:: Information supplied ::
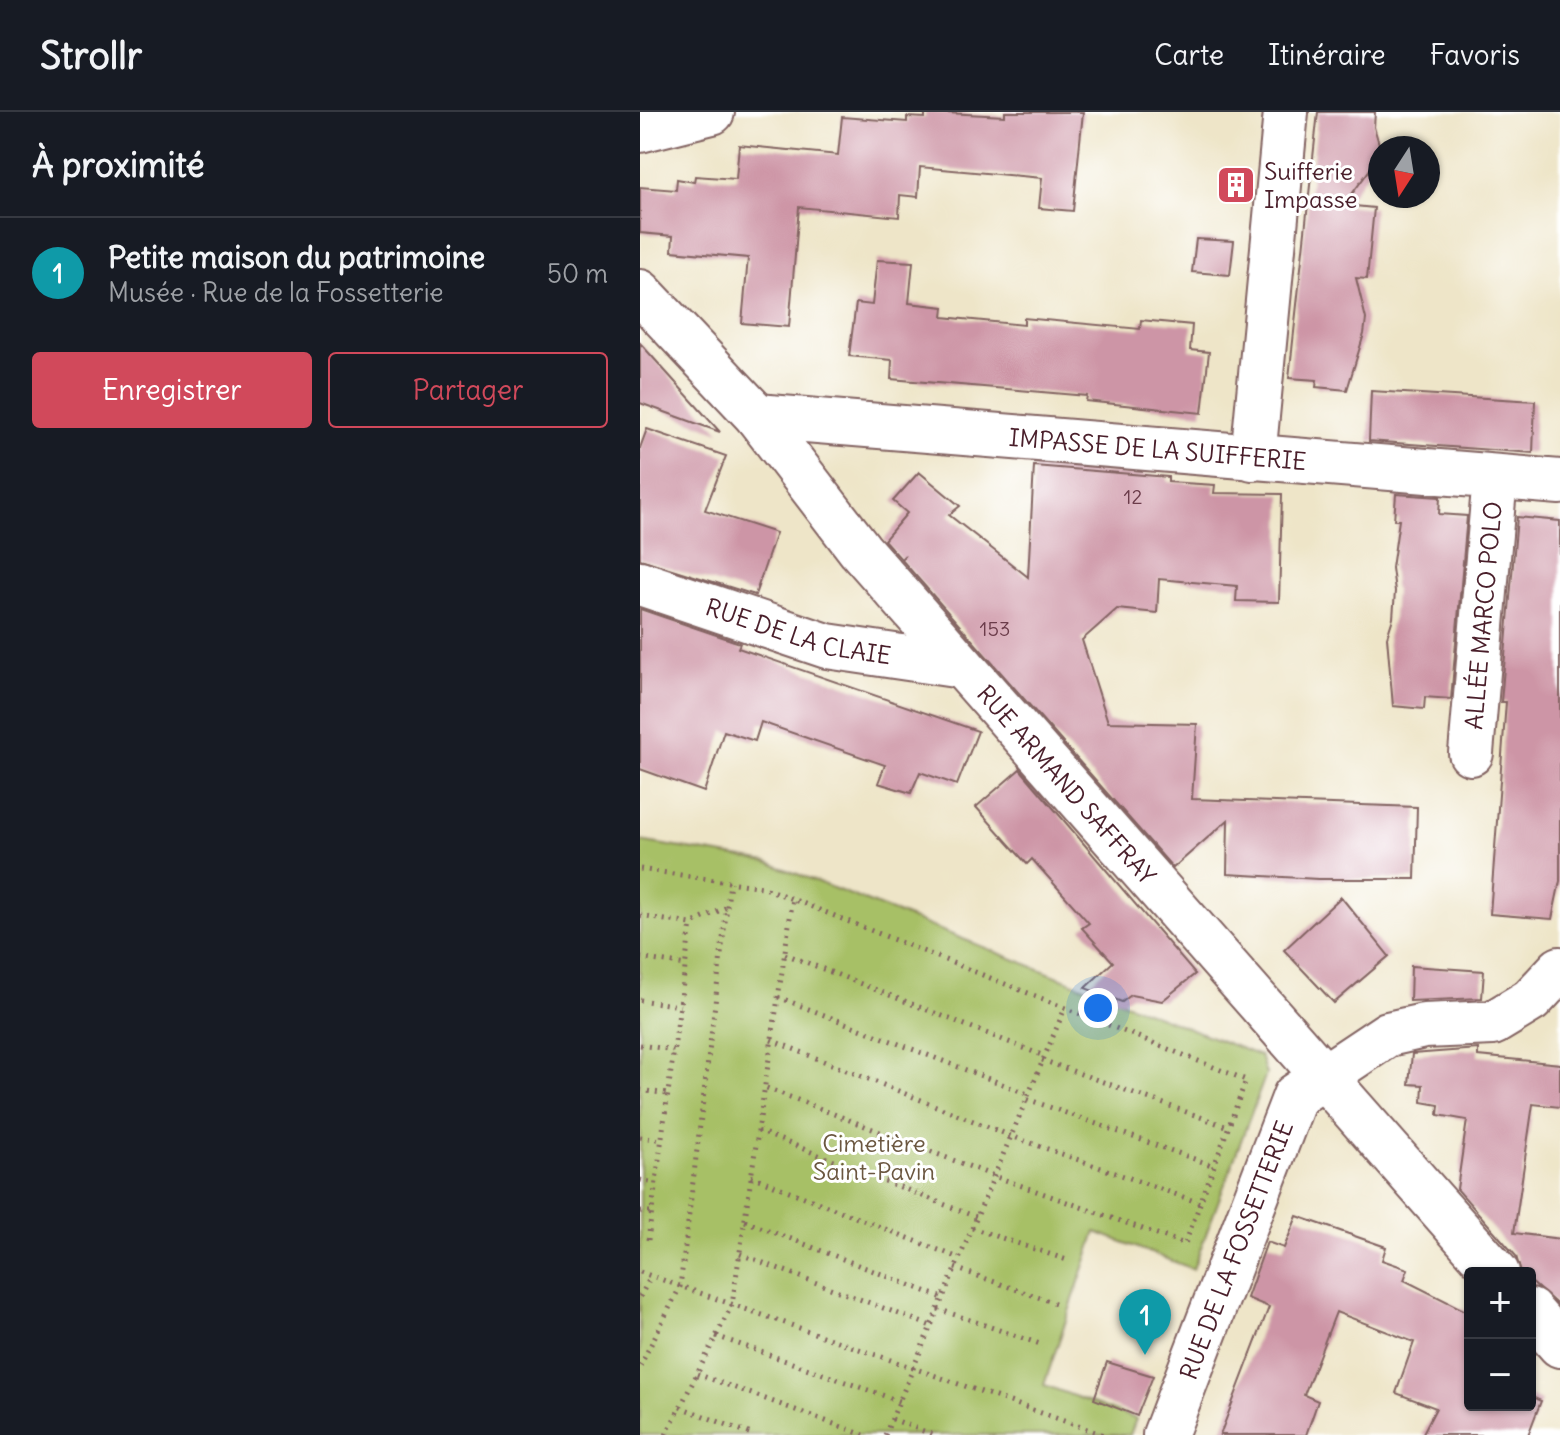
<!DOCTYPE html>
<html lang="fr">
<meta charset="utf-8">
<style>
:root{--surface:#171b24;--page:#242831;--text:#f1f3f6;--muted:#9ea1a6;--line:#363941;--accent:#d1495b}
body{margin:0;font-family:Delius,sans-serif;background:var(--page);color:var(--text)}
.controls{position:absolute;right:24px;bottom:24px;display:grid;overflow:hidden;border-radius:8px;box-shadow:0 2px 6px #0004}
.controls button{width:72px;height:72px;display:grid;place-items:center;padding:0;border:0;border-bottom:2px solid var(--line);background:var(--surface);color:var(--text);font:40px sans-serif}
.compass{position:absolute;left:728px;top:24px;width:72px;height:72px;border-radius:50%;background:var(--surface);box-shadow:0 2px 6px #0004;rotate:192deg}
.you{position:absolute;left:458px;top:896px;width:28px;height:28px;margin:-20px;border:6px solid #fff;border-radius:50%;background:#1a73e8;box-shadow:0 0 0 12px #1a73e833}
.badge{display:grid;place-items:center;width:52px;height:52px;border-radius:50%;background:var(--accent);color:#fff;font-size:26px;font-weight:700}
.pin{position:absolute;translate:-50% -66px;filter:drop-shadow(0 2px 4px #0008)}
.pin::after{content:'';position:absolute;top:42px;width:28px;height:24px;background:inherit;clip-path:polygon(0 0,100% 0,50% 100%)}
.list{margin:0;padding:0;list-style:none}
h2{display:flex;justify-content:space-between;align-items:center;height:104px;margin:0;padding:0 32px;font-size:34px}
h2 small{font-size:26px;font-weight:400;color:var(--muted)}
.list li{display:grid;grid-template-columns:52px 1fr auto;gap:24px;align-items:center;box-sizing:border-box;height:112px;padding:0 32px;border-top:2px solid var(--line)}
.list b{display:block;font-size:30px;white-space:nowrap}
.list p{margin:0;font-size:26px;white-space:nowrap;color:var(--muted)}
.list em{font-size:26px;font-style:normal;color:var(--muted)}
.actions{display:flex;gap:16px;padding:24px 32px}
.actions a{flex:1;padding:18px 0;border:2px solid var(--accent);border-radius:8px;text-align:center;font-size:28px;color:var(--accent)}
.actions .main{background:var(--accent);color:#fff}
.map{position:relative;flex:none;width:920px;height:1323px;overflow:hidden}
header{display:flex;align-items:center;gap:48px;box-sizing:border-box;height:112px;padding:0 40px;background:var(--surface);border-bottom:2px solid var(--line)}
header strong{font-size:38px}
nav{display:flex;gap:44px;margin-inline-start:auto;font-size:28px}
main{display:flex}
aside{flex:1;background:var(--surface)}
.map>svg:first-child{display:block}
.green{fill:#a7c066;stroke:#787048;stroke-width:2}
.building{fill:#cd95a6}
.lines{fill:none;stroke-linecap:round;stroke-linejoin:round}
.minor-casing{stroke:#836462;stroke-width:48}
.path{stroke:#836462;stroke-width:5;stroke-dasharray:2 6;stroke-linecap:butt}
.minor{stroke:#fff;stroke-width:44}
.labels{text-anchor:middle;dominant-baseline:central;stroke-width:6;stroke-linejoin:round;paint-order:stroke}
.number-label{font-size:20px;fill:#6b3c4a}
.poi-label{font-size:24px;fill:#4a1f2b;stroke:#fff;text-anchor:start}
.street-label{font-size:24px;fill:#4a1f2b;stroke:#fff}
.park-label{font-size:24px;fill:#6b5740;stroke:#fff}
</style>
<header>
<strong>Strollr</strong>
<nav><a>Carte</a><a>Itinéraire</a><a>Favoris</a></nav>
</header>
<main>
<aside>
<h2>À proximité<small></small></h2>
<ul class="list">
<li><span class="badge" style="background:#0f9aa8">1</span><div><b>Petite maison du patrimoine</b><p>Musée · Rue de la Fossetterie</p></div><em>50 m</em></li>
</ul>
<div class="actions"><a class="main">Enregistrer</a><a>Partager</a></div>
</aside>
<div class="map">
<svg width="920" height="1323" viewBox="0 0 920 1323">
<rect width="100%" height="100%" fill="#fff"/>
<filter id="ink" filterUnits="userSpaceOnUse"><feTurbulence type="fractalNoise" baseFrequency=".0125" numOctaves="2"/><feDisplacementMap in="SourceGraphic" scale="16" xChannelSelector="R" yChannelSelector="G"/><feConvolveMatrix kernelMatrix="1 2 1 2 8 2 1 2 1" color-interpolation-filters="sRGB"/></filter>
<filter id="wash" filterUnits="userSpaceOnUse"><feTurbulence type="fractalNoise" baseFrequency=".006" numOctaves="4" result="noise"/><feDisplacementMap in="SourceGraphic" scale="32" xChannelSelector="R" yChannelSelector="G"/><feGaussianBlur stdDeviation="1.8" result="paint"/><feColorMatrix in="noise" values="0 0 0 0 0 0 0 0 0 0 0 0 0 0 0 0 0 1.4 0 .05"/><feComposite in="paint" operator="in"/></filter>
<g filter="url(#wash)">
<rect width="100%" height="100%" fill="#eee5c8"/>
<path class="green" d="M0,729L127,750L620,944L626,962L553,1157L456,1120L404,1273L496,1307L490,1323H0Z"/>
<g id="blocks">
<g class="building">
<path d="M285,0L365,4V0H443L433,99L399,96L402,66L280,55L278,85L260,83L259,105L159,95L149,215L102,211L108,146L32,139L33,124L0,121V75L36,78L37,67L54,70L55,64L96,67L99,33L198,43L202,5L267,10V5L285,6Z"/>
<path d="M678,0H735L734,15L739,32L736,49L704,93L734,96L727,167L716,166L726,207L724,222L707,278L676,275L677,268L649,266Z"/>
<path d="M556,127L594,129L590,163L552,160Z"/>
<path d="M237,148L273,150L269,191L304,195L303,205L384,213V206L500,217L501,208L552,213L550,238L569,240L562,301L446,289L447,284L251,267L252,248L209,244L216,191L232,193Z"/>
<path d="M0,231L80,320L0,291Z"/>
<path d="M731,279L895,289L893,341L729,329Z"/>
<path d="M7,317L86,344L65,398L136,421L115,483L0,447V336Z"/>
<path d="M394,354L528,365V370L575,373L574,381L642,382L639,490L596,489L597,474L519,467L517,501L477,497L442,528L468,610L557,612L552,687L777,695L775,767H678L587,762L588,708L533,756L261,447L265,443L261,447L244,428L267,401L253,389L279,360L320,394L309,403L388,465Z"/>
<path d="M756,382L800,385L799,402L827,404L811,587L785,585L784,597L753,594L747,525L753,506L755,479L752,456L759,408H754Z"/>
<path d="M877,405L920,409V769L912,807L850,802L866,590H861Z"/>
<path d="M0,497L100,531L98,536L338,619L317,673L280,660L271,681L238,671L245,653L121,610L115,629L84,619L64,680L0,657Z"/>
<path d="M380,657L555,862L522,889L491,883L482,890L445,876L473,850L442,816L449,811L392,747L387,752L336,695Z"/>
<path d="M701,785L749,844L694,891L644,838Z"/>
<path d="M771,854L844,859L842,886L770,889Z"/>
<path d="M838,937V944L920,952V995L893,992L874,1121L920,1127V1195L890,1169V1161H881L876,1144L817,1077L827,1008L798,1003L799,993L782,990L783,973L769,972L772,942Z"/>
<path d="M657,1104L746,1135L742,1148L768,1157L764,1168L830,1201V1293H890V1284L901,1289L888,1323H782L796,1296L756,1281L774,1230L696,1200L664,1283L678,1289L666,1323H580L629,1195L607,1186L627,1130L644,1136Z"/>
<path d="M467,1250L513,1264L497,1304L454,1287Z"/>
</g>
</g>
</g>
<g filter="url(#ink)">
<use href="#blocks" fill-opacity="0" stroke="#836462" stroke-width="2"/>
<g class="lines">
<g class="minor-casing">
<g id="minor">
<path d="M0,18L72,0"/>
<path id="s1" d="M0,180L117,304L220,438L857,1161"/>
<path id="s2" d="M117,304L920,370"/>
<path d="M613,346L646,0"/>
<path id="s3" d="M0,471L187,534L322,554"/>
<path id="s4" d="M831,641L855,365"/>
<path d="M890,1199L920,1233"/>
<path id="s5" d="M525,1323L655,984L748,922L784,914L853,911L891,888L920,857"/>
</g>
</g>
<g class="path">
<path d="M0,757L122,775L606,968L545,1132L354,1064L124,975"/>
<path d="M0,804L51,812L87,795"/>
<path d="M145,842L404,944"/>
<path d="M0,846L46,853"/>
<path d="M138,885L388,982"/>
<path d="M0,888L40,894"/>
<path d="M131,928L371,1024L560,1091"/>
<path d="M0,933L34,938"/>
<path d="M402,948L588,1015"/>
<path d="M0,978L27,982"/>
<path d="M387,987L574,1054"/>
<path d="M118,1019L336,1105"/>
<path d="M0,1025L21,1028"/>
<path d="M111,1064L319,1146"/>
<path d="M0,1068L15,1071"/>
<path d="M0,1099L11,1100"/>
<path d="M105,1109L303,1186"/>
<path d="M332,1116L430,1149"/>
<path d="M8,1128L51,812"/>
<path d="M100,1142L291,1214"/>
<path d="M315,1156L415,1191"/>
<path d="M0,1160L464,1323"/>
<path d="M0,1185L11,1164"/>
<path d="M298,1197L400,1232"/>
<path d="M76,1224L259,1289"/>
<path d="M0,1254L40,1175L90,770"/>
<path d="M57,1262L224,1323"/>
<path d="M40,1295L114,1323"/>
<path d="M252,1307L294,1323"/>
<path d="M26,1323L92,1193L153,786"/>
<path d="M245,1323L425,896"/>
</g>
<use href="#minor" class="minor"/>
</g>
</g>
<defs>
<g id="building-square" transform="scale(2)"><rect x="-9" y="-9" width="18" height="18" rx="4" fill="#d1495b" stroke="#fff"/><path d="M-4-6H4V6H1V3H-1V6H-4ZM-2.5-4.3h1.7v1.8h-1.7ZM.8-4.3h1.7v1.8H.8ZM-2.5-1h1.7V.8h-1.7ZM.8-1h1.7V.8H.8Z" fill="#fff"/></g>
</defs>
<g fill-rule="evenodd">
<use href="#building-square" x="596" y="73"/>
</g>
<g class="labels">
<g class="number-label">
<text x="493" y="384">12</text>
<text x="355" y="516">153</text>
</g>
<g class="poi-label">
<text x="624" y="59">Suifferie<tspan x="624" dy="28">Impasse</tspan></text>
</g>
<g class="street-label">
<text stroke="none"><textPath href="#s2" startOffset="402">IMPASSE DE LA SUIFFERIE</textPath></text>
<text stroke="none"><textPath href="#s4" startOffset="138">ALLÉE MARCO POLO</textPath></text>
<text stroke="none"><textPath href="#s3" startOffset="166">RUE DE LA CLAIE</textPath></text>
<text stroke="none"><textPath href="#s1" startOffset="652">RUE ARMAND SAFFRAY</textPath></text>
<text stroke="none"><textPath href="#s5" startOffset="198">RUE DE LA FOSSETTERIE</textPath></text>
</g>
<g class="park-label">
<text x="234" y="1031">Cimetière<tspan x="234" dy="28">Saint-Pavin</tspan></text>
</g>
</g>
</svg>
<div class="controls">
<button>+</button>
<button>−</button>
</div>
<svg class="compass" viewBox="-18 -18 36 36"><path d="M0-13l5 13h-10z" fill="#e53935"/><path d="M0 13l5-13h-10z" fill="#9ea1a6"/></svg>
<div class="you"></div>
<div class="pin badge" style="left:505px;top:1243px;background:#0f9aa8">1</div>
</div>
</main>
:::
» **Aim of the exercise**:
Every line above that holds the word "wash" is to be found and copied.

» **Output of the exercise**:
<filter id="wash" filterUnits="userSpaceOnUse"><feTurbulence type="fractalNoise" baseFrequency=".006" numOctaves="4" result="noise"/><feDisplacementMap in="SourceGraphic" scale="32" xChannelSelector="R" yChannelSelector="G"/><feGaussianBlur stdDeviation="1.8" result="paint"/><feColorMatrix in="noise" values="0 0 0 0 0 0 0 0 0 0 0 0 0 0 0 0 0 1.4 0 .05"/><feComposite in="paint" operator="in"/></filter>
<g filter="url(#wash)">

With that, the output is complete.